Where’d the crowd go?

So. How was it for you? With the Spanish Grand Prix number two (or as it was referred to, the European Grand Prix) over, what was your initial impression? I know that the Spaniards who turned up went away unhappy as Mr. Bad Personality, Fernando Alonso, was out on lap uno. Oh well, I wasn’t unhappy to see his retirement. But that’s not the point. The fact of the matter is that this track turned into just another street circuit. There was very little passing, and very little excitement. In fact, the only real excitement came from the normally Mr. No Excitement, Kimi Raikonnen. First he went on to not pay attention to the light system in the pits and run over three of his pit crew, and on the very next lap, went and spectacularly destroyed his engine.

            The race was a big grand slam for winner Felipe Massa though. I’m sure his 10,000 euro fine won’t even phase his happy mood. That will be one check he will write out with a grin on his face. He completed the Grand Prix Grand Slam by winning pole on Saturday and then setting fast lap and winning the race on Sunday. He is now only six points behind title leader Lewis Hamilton heading into Spa-Francorchamps in two weeks, and as we all know, anything can happen there.

            The race itself, though was fairly predictable. There was very little passing, and it seemed like the crowd was almost non-existent after Fred left the building. I like how the race turned out, of course, but I am not sure that this is the way forward for F1. Having two F1 venues in one country is not a good idea. But that is the subject for another day. Back to the race. It seemed like a big processional out there behind Massa. He led from the start and was only relegated to as far back as fourth following his pit stops. He dominated the race just like he did three weeks ago and should, hopefully, continue to dominate until the end of the season in Brazil. Now wouldn’t that be a party!

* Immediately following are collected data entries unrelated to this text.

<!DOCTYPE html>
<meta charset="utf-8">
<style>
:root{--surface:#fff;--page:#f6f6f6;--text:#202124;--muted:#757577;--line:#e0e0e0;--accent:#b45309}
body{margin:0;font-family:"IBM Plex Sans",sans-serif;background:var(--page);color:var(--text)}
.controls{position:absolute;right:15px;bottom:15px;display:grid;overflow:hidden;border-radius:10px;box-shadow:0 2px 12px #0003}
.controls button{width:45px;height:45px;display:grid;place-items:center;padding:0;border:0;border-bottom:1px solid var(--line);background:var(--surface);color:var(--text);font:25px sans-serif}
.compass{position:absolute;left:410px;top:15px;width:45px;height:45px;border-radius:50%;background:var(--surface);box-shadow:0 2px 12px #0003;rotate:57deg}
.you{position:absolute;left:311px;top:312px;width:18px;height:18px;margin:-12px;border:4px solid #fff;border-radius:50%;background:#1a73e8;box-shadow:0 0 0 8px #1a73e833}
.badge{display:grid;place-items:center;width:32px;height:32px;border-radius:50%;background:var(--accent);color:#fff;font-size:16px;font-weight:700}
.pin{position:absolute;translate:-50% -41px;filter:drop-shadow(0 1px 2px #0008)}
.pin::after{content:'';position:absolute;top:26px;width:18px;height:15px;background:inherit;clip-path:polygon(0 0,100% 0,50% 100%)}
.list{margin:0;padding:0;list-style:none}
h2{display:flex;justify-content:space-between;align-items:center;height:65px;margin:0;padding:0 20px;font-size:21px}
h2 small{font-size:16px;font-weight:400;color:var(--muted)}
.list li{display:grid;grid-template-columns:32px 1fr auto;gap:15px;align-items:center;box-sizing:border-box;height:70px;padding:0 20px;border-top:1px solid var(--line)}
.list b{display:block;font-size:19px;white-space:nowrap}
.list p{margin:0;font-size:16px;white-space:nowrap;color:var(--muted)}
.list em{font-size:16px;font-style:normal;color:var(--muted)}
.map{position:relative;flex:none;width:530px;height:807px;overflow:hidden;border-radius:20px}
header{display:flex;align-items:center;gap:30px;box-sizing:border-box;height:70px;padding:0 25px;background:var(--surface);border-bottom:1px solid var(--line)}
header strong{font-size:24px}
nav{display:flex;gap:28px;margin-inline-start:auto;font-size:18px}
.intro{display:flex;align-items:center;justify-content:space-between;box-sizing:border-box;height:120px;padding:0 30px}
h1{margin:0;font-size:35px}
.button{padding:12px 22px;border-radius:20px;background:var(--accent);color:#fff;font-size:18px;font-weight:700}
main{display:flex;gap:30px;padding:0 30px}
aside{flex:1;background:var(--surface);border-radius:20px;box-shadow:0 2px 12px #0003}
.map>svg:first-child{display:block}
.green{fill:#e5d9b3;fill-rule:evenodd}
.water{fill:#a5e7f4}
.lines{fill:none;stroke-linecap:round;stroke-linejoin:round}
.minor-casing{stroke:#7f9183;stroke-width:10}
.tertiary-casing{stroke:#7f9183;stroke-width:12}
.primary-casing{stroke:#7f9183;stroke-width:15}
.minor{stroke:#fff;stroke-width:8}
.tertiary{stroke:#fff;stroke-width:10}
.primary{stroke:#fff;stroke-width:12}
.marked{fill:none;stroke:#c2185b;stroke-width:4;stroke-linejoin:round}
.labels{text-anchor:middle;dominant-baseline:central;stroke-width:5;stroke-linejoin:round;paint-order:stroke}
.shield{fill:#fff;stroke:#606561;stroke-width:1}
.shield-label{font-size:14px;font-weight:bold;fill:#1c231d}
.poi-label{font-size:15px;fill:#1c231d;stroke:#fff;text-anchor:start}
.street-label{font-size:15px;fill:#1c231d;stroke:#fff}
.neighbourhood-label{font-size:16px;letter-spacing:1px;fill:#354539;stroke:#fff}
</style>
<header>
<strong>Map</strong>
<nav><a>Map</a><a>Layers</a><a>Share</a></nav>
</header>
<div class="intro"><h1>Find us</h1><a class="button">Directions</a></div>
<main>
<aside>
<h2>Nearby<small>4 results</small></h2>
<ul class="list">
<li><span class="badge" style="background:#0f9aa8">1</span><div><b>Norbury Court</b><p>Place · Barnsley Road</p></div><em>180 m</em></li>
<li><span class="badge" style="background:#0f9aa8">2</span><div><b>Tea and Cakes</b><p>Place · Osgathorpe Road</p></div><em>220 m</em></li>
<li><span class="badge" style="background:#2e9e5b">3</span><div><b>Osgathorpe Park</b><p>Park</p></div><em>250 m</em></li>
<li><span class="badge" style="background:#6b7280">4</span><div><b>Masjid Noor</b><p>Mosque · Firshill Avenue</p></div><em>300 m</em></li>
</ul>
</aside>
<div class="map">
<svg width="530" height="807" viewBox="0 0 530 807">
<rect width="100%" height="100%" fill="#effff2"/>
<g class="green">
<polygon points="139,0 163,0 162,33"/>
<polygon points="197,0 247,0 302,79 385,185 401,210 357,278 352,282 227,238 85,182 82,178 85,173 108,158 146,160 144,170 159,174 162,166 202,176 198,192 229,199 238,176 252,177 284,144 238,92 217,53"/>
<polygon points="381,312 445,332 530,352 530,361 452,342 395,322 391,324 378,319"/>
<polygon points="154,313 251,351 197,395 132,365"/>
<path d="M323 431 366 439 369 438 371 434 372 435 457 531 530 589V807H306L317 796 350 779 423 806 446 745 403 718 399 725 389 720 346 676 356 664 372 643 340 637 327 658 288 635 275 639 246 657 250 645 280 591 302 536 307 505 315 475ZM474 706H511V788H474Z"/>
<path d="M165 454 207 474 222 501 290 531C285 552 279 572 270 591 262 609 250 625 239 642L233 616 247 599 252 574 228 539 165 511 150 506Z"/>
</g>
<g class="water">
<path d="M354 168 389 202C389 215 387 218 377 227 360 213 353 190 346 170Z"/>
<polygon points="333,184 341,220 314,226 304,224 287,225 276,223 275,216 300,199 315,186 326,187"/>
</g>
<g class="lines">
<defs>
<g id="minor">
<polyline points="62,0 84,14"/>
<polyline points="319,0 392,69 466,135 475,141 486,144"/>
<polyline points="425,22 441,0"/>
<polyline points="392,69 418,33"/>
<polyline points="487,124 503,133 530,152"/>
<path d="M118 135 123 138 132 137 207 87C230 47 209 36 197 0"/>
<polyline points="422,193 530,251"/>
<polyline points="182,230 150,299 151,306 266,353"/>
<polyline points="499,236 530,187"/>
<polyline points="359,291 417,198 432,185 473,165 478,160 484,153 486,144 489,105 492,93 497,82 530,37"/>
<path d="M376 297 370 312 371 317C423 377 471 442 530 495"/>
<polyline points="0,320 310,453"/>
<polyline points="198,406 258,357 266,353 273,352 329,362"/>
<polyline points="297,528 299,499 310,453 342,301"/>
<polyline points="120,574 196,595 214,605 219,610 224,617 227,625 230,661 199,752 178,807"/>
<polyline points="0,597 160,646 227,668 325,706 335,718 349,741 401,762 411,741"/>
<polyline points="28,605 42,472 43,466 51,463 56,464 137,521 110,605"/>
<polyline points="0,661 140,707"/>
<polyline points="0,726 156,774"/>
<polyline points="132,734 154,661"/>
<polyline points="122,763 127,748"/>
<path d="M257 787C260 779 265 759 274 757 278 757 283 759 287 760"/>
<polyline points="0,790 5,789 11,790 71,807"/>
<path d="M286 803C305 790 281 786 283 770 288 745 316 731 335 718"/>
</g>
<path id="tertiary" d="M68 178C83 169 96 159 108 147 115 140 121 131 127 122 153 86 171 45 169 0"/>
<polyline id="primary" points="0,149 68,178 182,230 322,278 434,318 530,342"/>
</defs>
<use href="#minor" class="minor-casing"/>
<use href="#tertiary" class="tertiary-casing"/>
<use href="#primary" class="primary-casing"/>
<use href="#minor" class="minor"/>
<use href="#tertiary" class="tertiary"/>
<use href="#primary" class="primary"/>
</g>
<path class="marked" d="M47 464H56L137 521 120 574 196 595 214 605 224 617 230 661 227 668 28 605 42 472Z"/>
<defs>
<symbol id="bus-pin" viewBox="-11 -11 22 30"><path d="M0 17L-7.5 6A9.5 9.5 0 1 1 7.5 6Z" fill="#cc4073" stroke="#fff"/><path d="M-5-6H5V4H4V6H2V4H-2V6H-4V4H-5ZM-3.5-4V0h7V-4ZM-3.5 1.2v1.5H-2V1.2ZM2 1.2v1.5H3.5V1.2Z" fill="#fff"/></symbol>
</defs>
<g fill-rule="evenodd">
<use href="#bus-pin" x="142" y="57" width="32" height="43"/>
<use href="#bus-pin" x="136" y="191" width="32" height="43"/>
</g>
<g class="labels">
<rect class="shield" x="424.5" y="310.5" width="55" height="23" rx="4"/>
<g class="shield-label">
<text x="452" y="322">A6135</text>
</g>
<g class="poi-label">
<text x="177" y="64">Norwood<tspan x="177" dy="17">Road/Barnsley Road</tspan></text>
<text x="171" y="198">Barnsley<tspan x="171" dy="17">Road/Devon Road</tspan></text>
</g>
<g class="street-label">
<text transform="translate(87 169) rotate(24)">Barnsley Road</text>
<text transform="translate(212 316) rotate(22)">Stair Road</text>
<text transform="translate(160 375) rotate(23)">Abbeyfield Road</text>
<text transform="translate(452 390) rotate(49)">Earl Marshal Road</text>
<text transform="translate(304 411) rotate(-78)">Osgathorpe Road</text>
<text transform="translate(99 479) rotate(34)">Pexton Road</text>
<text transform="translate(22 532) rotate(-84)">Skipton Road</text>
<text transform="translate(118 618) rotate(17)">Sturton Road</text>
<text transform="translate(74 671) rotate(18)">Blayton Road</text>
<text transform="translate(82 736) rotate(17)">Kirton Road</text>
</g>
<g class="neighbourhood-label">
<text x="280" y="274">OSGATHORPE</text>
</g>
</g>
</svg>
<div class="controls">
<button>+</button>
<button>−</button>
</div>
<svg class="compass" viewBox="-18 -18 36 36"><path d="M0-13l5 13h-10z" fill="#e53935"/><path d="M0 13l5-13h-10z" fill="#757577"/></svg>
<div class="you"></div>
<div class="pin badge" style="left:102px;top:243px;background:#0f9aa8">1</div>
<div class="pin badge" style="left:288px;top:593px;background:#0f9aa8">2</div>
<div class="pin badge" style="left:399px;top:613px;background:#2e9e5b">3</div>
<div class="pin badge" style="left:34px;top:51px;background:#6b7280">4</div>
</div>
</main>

            The street race in Valencia will be a fixture on the calendar for a couple more years I’m sure, but I believe that the track holds no lasting value. It is too boring. Even most of the European Press agrees with me (and yes, I wrote this before that story was published). I was very excited before the weekend began, but after watching the race, it really left me feeling cold. The race track has no personality, and there was nothing to hold me glued to the TV except for Massa. If this is the way that this circuit is going to be, then I say ditch it, lick your wounds and bring some F1 back to the States, so everyone here can show Bernie what he is missing out on.

            I’m sorry Valencia, but I am not the biggest fan of your Grand Prix. My mind has moved on and I am ready for the classic speed and unpredictability that only a true Old Style Grand Prix Circuit like Spa can provide.